#### TASK PROMPT
Pull out every line below that holds the word "breaks".

──────── RECORDED INFORMATION ────────

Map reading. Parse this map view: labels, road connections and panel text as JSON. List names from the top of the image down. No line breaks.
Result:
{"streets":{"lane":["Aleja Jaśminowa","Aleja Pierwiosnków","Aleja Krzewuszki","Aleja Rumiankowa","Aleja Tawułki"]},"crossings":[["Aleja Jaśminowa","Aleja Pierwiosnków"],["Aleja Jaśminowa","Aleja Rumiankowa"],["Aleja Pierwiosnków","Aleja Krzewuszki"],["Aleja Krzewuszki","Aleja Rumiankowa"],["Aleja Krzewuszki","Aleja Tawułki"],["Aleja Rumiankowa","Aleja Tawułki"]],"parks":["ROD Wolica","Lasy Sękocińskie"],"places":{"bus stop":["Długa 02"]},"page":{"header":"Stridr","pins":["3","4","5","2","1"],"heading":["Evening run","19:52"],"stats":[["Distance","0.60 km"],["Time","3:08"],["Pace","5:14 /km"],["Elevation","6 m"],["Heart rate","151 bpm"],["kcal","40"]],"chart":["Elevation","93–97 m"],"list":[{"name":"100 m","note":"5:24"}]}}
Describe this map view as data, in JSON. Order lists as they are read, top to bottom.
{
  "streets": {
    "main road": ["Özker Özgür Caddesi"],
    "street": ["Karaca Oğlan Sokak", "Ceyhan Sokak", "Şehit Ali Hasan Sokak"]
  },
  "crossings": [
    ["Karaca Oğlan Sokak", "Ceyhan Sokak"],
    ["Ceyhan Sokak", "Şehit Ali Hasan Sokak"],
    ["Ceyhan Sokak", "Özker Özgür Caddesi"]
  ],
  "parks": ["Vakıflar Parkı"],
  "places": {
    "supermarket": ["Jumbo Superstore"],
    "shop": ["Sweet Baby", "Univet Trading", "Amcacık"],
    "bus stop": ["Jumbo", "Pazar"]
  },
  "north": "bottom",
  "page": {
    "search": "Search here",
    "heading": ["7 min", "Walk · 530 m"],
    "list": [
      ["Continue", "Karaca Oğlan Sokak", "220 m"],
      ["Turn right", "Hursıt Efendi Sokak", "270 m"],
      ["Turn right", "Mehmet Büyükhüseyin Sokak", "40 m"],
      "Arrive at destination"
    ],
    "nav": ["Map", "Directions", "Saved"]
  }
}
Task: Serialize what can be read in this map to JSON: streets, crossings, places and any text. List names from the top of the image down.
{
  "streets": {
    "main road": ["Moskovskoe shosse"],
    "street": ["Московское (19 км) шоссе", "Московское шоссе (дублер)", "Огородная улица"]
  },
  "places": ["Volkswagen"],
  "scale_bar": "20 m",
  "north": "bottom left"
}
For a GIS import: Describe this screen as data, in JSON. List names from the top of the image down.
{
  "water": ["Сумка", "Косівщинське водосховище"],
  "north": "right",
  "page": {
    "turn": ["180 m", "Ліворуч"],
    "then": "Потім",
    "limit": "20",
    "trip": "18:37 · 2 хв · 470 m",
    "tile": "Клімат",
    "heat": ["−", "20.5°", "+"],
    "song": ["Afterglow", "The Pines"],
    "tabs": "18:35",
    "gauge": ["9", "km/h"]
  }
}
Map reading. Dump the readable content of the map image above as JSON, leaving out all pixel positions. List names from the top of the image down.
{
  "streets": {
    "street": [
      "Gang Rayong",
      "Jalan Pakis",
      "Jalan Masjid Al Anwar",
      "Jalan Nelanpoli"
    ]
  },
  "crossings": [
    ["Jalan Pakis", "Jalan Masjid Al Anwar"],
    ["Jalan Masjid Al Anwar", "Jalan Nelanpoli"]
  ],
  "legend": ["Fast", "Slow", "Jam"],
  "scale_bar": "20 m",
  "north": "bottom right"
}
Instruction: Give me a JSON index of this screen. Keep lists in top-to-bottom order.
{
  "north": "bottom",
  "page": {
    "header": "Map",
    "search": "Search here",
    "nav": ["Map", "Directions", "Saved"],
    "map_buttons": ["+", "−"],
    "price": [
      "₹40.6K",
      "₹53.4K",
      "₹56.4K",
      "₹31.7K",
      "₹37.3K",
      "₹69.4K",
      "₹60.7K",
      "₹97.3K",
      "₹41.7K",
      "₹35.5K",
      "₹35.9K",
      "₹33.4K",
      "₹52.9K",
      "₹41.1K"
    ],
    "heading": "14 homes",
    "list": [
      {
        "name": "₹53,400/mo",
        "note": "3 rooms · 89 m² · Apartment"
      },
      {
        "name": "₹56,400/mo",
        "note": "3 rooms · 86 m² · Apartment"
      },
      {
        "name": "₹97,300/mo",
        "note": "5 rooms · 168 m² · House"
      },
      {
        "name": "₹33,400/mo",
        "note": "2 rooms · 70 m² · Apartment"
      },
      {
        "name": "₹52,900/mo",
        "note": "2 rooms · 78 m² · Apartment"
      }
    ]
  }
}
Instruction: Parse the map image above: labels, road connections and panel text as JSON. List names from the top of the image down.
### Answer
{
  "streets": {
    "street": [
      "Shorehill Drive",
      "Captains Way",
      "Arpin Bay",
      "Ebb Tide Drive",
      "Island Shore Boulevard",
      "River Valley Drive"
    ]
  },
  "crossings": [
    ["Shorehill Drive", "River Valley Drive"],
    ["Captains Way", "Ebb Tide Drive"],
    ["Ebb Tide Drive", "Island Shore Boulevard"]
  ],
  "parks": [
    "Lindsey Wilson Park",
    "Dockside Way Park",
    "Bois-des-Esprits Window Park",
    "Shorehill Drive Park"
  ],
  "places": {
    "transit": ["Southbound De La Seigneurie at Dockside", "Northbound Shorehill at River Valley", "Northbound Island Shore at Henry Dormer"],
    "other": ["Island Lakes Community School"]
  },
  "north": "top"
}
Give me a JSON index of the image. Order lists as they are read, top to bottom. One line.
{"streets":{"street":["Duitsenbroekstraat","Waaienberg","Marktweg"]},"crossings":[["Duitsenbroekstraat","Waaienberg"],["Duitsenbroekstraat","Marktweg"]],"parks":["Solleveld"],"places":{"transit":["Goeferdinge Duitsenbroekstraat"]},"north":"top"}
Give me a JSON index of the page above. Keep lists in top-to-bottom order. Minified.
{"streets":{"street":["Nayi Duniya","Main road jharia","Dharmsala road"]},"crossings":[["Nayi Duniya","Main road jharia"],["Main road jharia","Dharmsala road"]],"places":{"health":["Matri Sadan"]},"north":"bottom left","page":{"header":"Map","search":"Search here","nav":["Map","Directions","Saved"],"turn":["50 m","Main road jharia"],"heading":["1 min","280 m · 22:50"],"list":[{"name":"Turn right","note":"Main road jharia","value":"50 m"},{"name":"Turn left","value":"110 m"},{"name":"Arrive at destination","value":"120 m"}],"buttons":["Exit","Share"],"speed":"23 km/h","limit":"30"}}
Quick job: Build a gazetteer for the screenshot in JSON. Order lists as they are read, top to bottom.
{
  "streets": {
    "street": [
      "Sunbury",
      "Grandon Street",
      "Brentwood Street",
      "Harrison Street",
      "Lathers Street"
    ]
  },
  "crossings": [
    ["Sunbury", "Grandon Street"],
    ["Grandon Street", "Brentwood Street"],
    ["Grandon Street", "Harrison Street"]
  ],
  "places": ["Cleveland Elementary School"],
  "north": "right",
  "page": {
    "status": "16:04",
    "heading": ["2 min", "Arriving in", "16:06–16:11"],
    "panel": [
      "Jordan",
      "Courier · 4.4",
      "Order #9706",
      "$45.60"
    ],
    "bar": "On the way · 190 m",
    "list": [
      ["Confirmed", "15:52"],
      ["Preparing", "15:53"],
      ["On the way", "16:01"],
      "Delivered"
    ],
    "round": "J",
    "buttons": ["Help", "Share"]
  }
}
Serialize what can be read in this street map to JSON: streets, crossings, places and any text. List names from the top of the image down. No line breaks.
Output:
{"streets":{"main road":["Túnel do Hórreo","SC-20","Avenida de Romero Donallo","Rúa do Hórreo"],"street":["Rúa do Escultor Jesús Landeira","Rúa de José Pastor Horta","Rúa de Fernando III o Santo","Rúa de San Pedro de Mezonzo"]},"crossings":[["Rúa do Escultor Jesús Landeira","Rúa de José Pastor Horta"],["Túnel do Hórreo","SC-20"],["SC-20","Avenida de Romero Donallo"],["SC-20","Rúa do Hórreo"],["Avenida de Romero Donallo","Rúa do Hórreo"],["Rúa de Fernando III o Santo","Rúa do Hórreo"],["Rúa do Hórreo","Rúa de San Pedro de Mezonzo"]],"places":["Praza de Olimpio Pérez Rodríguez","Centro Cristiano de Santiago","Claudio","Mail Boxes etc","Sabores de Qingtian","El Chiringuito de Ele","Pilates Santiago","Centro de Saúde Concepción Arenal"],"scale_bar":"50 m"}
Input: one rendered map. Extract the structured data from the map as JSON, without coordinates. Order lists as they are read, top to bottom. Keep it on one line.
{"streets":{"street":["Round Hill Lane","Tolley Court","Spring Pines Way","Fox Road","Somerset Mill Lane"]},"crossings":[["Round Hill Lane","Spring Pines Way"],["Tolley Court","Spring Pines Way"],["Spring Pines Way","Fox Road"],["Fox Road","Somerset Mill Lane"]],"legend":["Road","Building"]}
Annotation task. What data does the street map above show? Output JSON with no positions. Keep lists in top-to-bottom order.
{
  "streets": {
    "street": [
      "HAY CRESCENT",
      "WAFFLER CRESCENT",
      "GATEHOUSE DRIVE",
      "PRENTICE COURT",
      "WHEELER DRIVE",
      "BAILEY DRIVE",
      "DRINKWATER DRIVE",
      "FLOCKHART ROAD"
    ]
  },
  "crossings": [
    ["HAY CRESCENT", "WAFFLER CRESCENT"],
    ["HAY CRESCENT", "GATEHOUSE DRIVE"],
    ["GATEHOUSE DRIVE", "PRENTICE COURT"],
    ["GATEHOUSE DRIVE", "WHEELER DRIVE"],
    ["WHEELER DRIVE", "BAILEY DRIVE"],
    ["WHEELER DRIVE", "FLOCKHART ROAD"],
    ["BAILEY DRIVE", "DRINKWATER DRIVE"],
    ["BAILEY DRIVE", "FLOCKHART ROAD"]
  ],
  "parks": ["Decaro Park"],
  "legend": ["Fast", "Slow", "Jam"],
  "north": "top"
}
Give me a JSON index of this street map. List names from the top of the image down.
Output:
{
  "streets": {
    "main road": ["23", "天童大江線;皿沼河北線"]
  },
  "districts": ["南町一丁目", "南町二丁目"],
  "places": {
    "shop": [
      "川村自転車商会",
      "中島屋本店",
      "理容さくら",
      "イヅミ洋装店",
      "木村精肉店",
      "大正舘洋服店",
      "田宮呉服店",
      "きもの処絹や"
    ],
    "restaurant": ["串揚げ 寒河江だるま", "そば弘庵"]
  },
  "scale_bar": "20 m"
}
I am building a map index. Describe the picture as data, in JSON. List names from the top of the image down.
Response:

────────

#### RESULT
Map reading. Parse this map view: labels, road connections and panel text as JSON. List names from the top of the image down. No line breaks.
Serialize what can be read in this street map to JSON: streets, crossings, places and any text. List names from the top of the image down. No line breaks.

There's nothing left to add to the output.